Top of STORED DATA

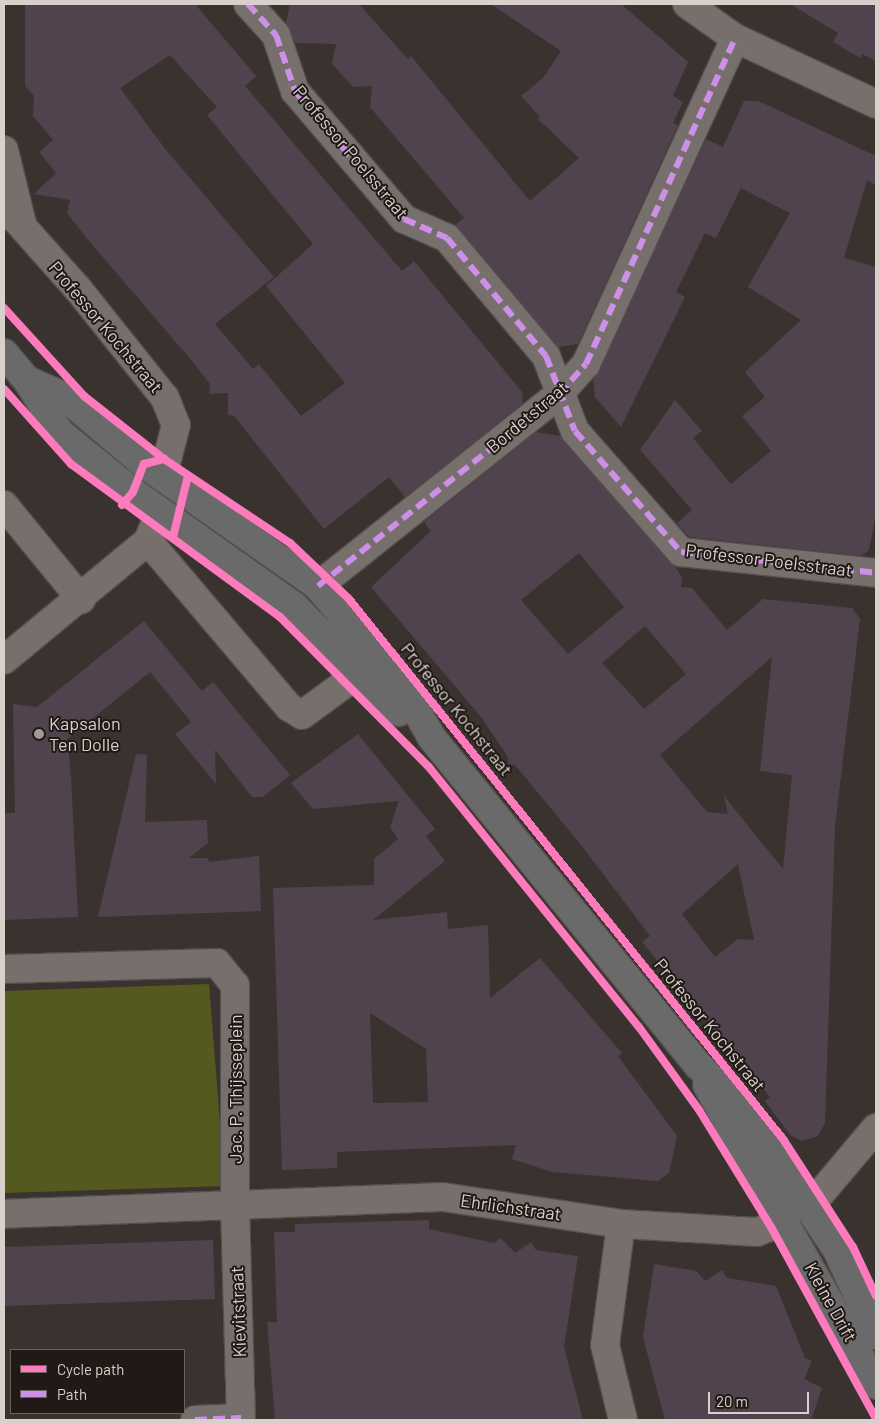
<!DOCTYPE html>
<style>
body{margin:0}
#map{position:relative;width:880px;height:1424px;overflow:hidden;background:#3a322e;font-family:Barlow,sans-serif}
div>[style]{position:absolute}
.green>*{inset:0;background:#545920}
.building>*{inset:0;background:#51434e}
.roads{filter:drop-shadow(1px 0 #554e4b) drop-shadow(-1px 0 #554e4b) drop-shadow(0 1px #554e4b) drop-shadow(0 -1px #554e4b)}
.minor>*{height:28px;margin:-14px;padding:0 14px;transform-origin:14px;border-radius:14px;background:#766f6c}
.major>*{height:28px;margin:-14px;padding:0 14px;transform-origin:14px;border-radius:14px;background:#6a6a6a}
.quiet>*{height:6px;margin-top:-3px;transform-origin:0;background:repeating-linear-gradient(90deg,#ce8fe9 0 12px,transparent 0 18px)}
.cycleway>*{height:8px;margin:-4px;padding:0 4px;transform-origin:4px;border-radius:4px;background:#fd7abc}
.dots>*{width:14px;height:14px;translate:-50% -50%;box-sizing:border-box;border:2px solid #201916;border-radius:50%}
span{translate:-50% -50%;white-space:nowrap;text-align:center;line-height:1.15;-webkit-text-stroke:4px #201916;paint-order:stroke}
.street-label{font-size:18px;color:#d9d0cb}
.poi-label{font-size:18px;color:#d9d0cb}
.left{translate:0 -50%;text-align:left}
.frame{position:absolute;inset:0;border:5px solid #d9d0cb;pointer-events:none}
.legend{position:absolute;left:10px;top:1349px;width:175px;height:65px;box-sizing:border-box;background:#201916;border:1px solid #6a625e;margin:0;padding:6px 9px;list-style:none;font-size:15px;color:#d9d0cb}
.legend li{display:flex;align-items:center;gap:10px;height:25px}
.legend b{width:25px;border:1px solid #6a625e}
.scale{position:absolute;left:708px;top:1392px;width:101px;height:22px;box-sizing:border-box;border:2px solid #d9d0cb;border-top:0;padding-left:6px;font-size:15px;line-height:18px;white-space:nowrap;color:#d9d0cb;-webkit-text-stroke:4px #201916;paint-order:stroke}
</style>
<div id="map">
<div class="green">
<i style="clip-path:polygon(209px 984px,225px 1186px,4px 1193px,4px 991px)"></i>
</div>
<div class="building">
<i style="clip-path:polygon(evenodd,25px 4px,195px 4px,256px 76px,245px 86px,402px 271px,414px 261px,523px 393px,522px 404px,405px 497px,389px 477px,324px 529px,234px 416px,228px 415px,228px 393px,209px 394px,210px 384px,192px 361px,89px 241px,67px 213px,70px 200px,34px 194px,56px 173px,39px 152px,53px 140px,33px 116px,34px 96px,25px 86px,25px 4px,170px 55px,217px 107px,207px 115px,313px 244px,266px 286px,345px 383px,301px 416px,259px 364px,253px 369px,215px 324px,274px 277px,166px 150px,120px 88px,170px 55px)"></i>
<i style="clip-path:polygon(290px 4px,359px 4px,408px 59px,411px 56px,530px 201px,579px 158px,538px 119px,540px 117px,521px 96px,543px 78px,561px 51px,491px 4px,621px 4px,688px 62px,673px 96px,683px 102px,673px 123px,678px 125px,578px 344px,558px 347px,455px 225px,464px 218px,370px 107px,372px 86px,353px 87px,332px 64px,336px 44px,295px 43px,286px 22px)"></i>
<i style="clip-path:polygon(790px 4px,876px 4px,876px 61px,862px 54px,860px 58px,833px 42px,838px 33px)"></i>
<i style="clip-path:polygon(744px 101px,758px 101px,876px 156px,876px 185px,867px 180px,844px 258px,876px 267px,876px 514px,869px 550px,861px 556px,689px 537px,677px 523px,692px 510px,640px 450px,675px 400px,702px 431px,693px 438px,731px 484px,771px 451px,742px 416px,765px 397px,745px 372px,801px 320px,748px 287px,790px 213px,741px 188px,716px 238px,705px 233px,676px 292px,685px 297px,621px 427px,595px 397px,593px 380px,706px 139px,723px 147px)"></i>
<i style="clip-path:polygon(evenodd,536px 432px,560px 436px,673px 564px,682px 577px,681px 587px,692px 588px,727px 630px,763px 599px,852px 608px,860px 619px,835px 826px,825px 1123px,818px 1136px,802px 1141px,790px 1135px,765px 1101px,770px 1097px,642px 942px,650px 936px,582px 846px,515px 765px,508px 764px,508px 757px,481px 717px,371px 587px,431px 531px,424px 522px,536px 432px,579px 553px,624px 607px,568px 654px,521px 600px,579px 553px,536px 432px,645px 626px,686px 674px,644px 709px,602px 663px,645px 626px,536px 432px,772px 657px,760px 771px,792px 775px,783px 869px,724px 796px,728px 814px,707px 812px,660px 755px,772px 657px,536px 432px,738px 864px,754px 940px,738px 939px,715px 957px,682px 914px,738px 864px)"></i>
<i style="clip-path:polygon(144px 621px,202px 691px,213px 682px,290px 775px,263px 797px,252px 797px,215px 750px,216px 784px,175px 734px,191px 722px,150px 672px,61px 744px,68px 745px,71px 777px,78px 917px,4px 920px,4px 813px,15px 813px,13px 704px,37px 707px)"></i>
<i style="clip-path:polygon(evenodd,358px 734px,435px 829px,426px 836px,445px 861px,373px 920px,447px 912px,448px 929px,488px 925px,490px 998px,540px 958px,622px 1053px,618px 1056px,677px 1136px,669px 1173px,658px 1181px,552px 1172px,512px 1159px,516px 1145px,337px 1152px,337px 1168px,282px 1170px,273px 888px,374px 885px,374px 859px,398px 839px,390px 827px,399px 801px,313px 809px,291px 783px,358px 734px,370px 1013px,426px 1049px,428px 1102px,373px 1103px,370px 1013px)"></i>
<i style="clip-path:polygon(136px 754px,147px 755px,145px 822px,207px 820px,208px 843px,189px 858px,208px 858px,209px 862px,259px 856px,261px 911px,98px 917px)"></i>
<i style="clip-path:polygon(429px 1220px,429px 1229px,494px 1243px,501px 1238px,515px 1253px,531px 1242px,536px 1250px,578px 1256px,564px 1347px,583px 1420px,275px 1420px,267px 1322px,277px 1322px,274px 1232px,295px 1232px,295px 1224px)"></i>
<i style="clip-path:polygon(213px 1240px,215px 1299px,4px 1306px,4px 1247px)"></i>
<i style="clip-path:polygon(654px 1264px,696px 1271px,705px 1281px,722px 1270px,727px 1278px,776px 1286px,805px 1358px,812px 1361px,804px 1379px,822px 1388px,811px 1420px,665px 1420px,643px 1337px)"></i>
</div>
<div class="roads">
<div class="minor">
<i style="left:248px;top:4px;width:42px;rotate:47.9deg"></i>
<i style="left:276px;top:35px;width:59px;rotate:71.3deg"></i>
<i style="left:295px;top:91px;width:168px;rotate:49.6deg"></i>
<i style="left:404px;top:219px;width:47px;rotate:23.8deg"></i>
<i style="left:447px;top:238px;width:154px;rotate:50deg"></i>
<i style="left:546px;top:356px;width:80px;rotate:68.9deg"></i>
<i style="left:575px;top:431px;width:161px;rotate:48.8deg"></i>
<i style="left:681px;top:552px;width:196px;rotate:6.1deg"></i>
<i style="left:687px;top:4px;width:59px;rotate:35.3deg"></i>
<i style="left:735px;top:38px;width:156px;rotate:25.1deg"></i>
<i style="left:4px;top:150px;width:76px;rotate:76.3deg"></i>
<i style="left:4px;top:206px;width:111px;rotate:48.3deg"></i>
<i style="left:78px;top:289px;width:139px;rotate:51.4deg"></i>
<i style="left:165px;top:398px;width:29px;rotate:68deg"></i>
<i style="left:176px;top:425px;width:52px;rotate:104.6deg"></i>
<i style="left:4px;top:505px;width:122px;rotate:50.7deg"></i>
<i style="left:148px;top:541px;width:218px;rotate:49.7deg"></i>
<i style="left:289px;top:707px;width:15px;rotate:32deg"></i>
<i style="left:302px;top:715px;width:74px;rotate:-36.3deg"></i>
<i style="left:318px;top:586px;width:308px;rotate:-38.5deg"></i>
<i style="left:559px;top:394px;width:40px;rotate:-48deg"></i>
<i style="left:586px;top:364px;width:358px;rotate:-65.4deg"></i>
<i style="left:4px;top:660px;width:187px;rotate:-39.6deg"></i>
<i style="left:148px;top:541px;width:18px;rotate:-68deg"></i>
<i style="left:4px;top:969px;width:213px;rotate:-1.6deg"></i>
<i style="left:217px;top:963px;width:28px;rotate:51deg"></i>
<i style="left:235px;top:985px;width:220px;rotate:90deg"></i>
<i style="left:235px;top:1205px;width:231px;rotate:177.8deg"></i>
<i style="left:810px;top:1206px;width:102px;rotate:-49.8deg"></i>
<i style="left:621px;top:1224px;width:122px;rotate:97.5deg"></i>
<i style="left:605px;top:1345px;width:77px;rotate:76.5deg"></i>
<i style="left:195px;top:1420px;width:46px;rotate:-2.5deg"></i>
<i style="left:241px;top:1420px;width:215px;rotate:-91.6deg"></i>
<i style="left:235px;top:1205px;width:208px;rotate:-2.2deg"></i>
<i style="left:443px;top:1197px;width:180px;rotate:8.6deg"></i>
<i style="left:621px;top:1224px;width:136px;rotate:3.4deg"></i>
<i style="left:757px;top:1232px;width:31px;rotate:-21deg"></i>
</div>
<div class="major">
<i style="left:4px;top:353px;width:35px;rotate:50deg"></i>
<i style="left:27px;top:380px;width:62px;rotate:58.1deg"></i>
<i style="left:60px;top:433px;width:94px;rotate:38.9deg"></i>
<i style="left:133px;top:492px;width:197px;rotate:35.3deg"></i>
<i style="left:294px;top:606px;width:149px;rotate:45.3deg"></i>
<i style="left:27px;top:380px;width:42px;rotate:24.1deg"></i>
<i style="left:65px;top:397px;width:104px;rotate:40.3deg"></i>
<i style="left:144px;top:464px;width:213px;rotate:35deg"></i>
<i style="left:318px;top:586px;width:140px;rotate:50.5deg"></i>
<i style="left:407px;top:694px;width:51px;rotate:60.4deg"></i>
<i style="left:432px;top:738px;width:422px;rotate:50.9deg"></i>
<i style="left:698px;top:1065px;width:67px;rotate:45.6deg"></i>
<i style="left:745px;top:1113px;width:165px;rotate:56.1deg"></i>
<i style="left:837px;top:1250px;width:94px;rotate:65.4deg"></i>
<i style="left:707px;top:1085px;width:344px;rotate:60.6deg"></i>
</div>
</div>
<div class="quiet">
<i style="left:248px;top:4px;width:42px;rotate:47.9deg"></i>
<i style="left:276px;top:35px;width:59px;rotate:71.3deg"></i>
<i style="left:295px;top:91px;width:168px;rotate:49.6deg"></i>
<i style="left:404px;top:219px;width:47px;rotate:23.8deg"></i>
<i style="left:447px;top:238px;width:154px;rotate:50deg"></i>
<i style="left:546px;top:356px;width:80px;rotate:68.9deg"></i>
<i style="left:575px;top:431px;width:161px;rotate:48.8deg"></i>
<i style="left:681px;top:552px;width:196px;rotate:6.1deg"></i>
<i style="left:318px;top:586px;width:308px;rotate:-38.5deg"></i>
<i style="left:559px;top:394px;width:40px;rotate:-48deg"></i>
<i style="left:586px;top:364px;width:358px;rotate:-65.4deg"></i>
<i style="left:195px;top:1420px;width:46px;rotate:-2.5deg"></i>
</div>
<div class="cycleway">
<i style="left:4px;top:308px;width:119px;rotate:47.7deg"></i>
<i style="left:84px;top:396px;width:102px;rotate:38.2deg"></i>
<i style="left:164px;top:459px;width:151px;rotate:33.7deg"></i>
<i style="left:290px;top:543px;width:81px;rotate:43.5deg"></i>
<i style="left:349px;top:599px;width:693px;rotate:51.21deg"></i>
<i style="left:783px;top:1139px;width:129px;rotate:57.1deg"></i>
<i style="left:853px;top:1247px;width:54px;rotate:64.9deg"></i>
<i style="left:4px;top:389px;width:101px;rotate:48.2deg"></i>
<i style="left:71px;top:464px;width:259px;rotate:36.2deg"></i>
<i style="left:280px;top:617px;width:211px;rotate:45.2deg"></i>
<i style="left:429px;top:767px;width:334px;rotate:51.1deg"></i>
<i style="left:639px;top:1027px;width:102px;rotate:54.1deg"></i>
<i style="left:699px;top:1110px;width:137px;rotate:58.4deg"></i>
<i style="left:771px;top:1227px;width:219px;rotate:61.3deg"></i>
<i style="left:122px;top:505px;width:17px;rotate:-50deg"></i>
<i style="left:133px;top:492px;width:30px;rotate:-69deg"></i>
<i style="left:144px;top:464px;width:21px;rotate:-14deg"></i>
<i style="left:173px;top:537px;width:63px;rotate:-76.2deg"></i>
</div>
<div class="dots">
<i style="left:39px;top:734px;background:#a19994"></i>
</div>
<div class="street-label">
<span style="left:351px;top:152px;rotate:50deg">Professor Poelsstraat</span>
<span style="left:106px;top:327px;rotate:50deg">Professor Kochstraat</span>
<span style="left:527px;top:417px;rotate:-40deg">Bordetstraat</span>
<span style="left:769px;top:560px;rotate:7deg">Professor Poelsstraat</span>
<span style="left:457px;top:709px;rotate:51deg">Professor Kochstraat</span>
<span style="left:710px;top:1025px;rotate:51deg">Professor Kochstraat</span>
<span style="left:235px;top:1089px;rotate:-90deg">Jac. P. Thijsseplein</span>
<span style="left:511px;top:1207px;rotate:8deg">Ehrlichstraat</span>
<span style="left:831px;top:1302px;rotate:61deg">Kleine Drift</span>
<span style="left:238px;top:1312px;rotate:-92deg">Kievitstraat</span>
</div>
<div class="poi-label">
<span class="left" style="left:49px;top:734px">Kapsalon<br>Ten Dolle</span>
</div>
<div class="frame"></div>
<ul class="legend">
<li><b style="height:6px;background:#fd7abc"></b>Cycle path</li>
<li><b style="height:6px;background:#ce8fe9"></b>Path</li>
</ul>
<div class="scale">20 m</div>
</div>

Bottom of STORED DATA

Nothing but the lines from the start of the records above through the line with "0 #554e4b) drop-shadow(-1px" should be retyped, each exactly as written; leave out all pictures.

<!DOCTYPE html>
<style>
body{margin:0}
#map{position:relative;width:880px;height:1424px;overflow:hidden;background:#3a322e;font-family:Barlow,sans-serif}
div>[style]{position:absolute}
.green>*{inset:0;background:#545920}
.building>*{inset:0;background:#51434e}
.roads{filter:drop-shadow(1px 0 #554e4b) drop-shadow(-1px 0 #554e4b) drop-shadow(0 1px #554e4b) drop-shadow(0 -1px #554e4b)}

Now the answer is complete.